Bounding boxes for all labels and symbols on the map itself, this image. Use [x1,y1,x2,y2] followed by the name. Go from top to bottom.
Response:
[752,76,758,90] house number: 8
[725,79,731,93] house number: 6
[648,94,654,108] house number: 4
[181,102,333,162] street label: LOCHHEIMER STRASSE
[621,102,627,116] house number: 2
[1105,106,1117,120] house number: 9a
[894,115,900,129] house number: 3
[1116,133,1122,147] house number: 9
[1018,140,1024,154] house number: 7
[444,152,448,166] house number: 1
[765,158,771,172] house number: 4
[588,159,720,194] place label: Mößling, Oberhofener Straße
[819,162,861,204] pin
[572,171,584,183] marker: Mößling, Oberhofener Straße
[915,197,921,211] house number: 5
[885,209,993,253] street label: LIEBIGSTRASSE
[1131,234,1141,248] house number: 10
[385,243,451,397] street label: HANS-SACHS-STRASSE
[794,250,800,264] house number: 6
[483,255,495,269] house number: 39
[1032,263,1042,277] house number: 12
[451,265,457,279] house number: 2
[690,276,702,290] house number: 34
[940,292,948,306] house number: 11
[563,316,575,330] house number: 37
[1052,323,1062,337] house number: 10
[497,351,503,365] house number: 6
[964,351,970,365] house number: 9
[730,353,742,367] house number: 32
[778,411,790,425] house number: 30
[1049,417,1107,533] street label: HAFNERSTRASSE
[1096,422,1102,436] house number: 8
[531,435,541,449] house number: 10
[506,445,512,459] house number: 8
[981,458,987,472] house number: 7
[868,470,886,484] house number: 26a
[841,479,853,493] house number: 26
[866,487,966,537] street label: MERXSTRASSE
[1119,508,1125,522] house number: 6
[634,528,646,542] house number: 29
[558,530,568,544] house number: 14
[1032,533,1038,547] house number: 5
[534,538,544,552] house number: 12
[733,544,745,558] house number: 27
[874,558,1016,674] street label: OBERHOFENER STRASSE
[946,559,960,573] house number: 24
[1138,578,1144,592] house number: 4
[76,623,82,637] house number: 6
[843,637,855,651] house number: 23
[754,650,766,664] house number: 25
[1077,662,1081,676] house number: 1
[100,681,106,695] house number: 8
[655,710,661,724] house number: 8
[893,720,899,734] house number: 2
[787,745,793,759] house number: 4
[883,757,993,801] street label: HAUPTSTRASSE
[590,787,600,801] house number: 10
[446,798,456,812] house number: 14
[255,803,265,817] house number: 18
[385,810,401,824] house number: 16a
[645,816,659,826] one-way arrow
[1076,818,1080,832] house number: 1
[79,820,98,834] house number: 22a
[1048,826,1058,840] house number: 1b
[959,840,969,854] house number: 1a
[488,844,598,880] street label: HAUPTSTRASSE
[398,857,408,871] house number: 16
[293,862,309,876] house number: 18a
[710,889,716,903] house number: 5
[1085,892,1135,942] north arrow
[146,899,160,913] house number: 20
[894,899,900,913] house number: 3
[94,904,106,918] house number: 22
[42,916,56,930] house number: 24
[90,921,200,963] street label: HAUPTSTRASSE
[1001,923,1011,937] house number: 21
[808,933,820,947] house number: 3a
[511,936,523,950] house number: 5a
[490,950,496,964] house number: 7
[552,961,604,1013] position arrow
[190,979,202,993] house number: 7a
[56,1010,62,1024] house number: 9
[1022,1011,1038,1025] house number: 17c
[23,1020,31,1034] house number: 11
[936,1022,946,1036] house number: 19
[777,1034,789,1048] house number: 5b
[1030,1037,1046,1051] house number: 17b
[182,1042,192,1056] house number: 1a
....................
_TASK_
Please give the number of lines above that contain the string "Mößling", and nothing more.

_FINAL ANSWER_
2